To put those numbers into perspective, the hospitalization rate in Tennessee — based on known infections — is running about 9%. It’s likely nowhere near that high, but we likely won’t know exactly how many people are developing serious illness from coronavirus until antibody testing becomes widespread.
In Kentucky, though, a whopping 30% have been hospitalized. That’s not a misprint: 3 out of every 10 people who have been infected with coronavirus in Kentucky have required hospitalization, according to the state’s data.
Can we just say that not only is it doubtful that 3 out of every 10 people who’ve had coronavirus in Kentucky have become seriously ill, but that it’s nonsense to think that’s true?
So what gives? If you said “testing,” you’re right! I’ve said it before and I’lll say it again: Coronavirus isn’t really impacting people that much more severely in Kentucky than in Tennessee. The death rate isn’t more than twice as high in Kentucky than in Tennessee, and the hospitalization rate isn’t more than three times as high in Kentucky than in Tennessee … it’s just that there are far more than 3,779 people in Kentucky who’ve had coronavirus.

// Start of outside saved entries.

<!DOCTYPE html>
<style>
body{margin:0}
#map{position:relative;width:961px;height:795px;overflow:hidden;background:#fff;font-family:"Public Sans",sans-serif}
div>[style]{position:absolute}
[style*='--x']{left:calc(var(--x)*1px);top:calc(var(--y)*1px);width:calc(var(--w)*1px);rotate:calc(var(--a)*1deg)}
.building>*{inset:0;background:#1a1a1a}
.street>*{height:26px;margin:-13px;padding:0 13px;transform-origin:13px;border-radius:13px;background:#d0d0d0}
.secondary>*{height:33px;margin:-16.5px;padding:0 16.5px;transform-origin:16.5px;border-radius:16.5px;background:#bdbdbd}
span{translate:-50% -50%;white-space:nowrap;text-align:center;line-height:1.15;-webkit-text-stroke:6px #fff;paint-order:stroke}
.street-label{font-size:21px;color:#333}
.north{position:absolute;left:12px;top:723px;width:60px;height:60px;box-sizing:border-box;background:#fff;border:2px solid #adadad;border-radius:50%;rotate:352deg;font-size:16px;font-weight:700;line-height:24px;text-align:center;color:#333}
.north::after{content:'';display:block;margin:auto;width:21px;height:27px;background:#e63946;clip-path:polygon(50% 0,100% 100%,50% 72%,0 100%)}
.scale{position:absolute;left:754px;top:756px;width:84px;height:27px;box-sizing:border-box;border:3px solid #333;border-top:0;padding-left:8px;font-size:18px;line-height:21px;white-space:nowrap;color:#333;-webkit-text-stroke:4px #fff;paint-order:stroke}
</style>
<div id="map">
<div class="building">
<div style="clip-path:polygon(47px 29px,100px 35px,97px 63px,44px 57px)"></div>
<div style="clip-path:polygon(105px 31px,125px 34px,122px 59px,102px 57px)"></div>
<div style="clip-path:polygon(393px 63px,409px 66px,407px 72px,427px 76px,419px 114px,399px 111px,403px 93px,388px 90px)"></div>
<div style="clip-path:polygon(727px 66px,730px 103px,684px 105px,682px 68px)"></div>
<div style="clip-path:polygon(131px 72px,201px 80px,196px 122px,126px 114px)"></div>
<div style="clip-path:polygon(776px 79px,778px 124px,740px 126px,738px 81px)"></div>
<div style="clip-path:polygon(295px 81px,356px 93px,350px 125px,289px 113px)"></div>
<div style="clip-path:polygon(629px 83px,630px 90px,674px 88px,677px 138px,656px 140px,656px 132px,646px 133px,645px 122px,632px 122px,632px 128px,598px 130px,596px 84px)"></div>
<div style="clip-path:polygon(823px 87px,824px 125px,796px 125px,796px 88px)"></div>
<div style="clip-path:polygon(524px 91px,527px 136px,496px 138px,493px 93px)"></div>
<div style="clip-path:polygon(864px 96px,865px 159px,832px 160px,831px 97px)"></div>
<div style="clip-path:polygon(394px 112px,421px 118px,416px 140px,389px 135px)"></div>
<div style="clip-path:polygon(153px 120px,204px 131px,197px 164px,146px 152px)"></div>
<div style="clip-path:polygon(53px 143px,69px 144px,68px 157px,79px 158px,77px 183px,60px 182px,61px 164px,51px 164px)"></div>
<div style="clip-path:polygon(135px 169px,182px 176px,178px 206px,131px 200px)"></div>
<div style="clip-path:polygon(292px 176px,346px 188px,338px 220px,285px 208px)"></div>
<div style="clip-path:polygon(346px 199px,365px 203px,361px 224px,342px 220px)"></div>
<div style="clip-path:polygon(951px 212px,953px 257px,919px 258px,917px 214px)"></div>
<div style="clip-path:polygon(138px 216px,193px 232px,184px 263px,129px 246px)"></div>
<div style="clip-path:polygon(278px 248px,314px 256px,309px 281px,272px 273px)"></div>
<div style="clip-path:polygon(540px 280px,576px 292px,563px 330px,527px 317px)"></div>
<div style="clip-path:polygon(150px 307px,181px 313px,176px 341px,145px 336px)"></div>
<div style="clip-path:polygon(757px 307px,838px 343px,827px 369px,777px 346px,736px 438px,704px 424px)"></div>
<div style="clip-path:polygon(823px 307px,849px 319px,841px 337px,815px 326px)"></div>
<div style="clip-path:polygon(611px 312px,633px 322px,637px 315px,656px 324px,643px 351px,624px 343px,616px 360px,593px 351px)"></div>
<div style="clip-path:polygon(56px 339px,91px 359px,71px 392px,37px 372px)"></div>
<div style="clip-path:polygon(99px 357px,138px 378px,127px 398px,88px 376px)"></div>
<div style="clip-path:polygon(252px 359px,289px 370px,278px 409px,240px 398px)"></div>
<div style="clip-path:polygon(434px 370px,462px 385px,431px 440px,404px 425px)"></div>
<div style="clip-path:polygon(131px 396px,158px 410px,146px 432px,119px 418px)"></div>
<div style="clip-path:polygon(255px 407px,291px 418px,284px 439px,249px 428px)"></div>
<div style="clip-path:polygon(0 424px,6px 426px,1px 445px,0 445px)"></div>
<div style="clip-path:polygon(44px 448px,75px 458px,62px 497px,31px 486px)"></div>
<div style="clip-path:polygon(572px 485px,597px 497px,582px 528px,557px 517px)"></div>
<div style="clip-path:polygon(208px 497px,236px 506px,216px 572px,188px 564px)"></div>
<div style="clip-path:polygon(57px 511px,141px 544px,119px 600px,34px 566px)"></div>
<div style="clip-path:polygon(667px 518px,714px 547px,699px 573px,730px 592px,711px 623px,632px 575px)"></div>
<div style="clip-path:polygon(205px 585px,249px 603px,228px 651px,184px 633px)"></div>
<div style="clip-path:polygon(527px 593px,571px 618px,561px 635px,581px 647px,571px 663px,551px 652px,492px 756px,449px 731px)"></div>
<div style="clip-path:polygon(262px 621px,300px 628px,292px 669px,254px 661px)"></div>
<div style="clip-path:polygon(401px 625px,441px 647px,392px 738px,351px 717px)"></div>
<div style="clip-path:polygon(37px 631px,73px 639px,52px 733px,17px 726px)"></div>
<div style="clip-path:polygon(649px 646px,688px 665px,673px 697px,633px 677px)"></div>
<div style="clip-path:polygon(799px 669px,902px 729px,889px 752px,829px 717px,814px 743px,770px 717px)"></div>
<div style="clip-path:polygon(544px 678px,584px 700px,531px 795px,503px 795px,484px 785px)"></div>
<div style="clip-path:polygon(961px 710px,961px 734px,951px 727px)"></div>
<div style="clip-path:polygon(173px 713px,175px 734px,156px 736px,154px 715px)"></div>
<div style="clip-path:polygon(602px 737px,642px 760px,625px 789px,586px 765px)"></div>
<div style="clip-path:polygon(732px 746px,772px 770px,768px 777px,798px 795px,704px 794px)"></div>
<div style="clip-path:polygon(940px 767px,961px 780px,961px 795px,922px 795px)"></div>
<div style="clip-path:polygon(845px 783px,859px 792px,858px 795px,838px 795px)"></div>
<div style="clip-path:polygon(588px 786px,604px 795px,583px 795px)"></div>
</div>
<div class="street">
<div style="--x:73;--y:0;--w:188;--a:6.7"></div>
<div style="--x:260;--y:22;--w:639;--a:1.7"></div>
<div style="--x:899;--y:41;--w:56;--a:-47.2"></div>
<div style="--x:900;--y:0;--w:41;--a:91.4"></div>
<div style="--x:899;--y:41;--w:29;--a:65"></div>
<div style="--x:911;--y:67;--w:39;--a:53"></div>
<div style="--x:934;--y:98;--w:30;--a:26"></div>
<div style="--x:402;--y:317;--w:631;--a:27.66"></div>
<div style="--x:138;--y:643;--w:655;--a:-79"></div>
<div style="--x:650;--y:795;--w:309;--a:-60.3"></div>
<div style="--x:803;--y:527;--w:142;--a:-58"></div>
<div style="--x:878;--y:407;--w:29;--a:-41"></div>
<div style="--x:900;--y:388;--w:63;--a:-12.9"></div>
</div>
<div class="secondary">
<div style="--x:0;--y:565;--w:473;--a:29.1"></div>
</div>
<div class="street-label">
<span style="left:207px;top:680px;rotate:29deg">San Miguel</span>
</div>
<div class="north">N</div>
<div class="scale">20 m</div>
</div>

There’s another way to say the same thing: Why are 8.4% of Kentucky’s tests returning positive for coronavirus while only 6.6% of Tennessee’s tests returning positive? Simple. Tennessee is testing much more broadly than Kentucky.
For all the praise heaped on Beshear for his “quick action,” and all the criticism directed at Lee for his “slow action,” the data spells out one thing perfectly clear: If Kentucky were testing on the same level as Tennessee, Kentucky would have more coronavirus cases per capita than Tennessee.
If you need more proof, look to Mississippi. When this TN vs. KY fight first began, and Lee responded to Beshear’s statements — without mentioning Beshear or Kentucky specifically — by saying that Tennessee had more cases of coronavirus because it was testing more, the Independent Herald put the governor’s claims to the test. It was pointed out that Mississippi — which was testing fewer people than anyone else in the South, with the exceptions of South Carolina and Alabama — wasn’t testing enough people. At the time, 21% of Mississippi’s tests were returning positive, but the state had only a fraction of the cases that Tennessee had (937 to 2,239 at the time).
Fast-forward one month, and Mississippi has significantly beefed up its testing. In fact, Mississippi has tested nearly as many people per capita as Tennessee — and Tennessee continues to rank second in the South, behind only Louisiana. What has Mississippi found? Well, first of all, it has far more cases per capita than Tennessee now — 1,800 cases per 1 million people vs. 1,300 per 1 million. And, secondly, the percentage of its tests returning positive has dropped to under 10%. That’s what happens when you test more people: You find more cases, and you return a higher percentage of negative tests.
So, in a fight where testing, testing, testing has been the drum beat from medical experts, it remains bizarre that Gov. Andy Beshear has been hailed as a coronavirus hero while Gov. Bill Lee has been criticized for his response. From here, it seems that Lee has likely done a much better job of combatting coronavirus than he was given credit for from the start. And it also seems that Beshear was way too quick won the trigger when he decided to make the coronavirus fight personal.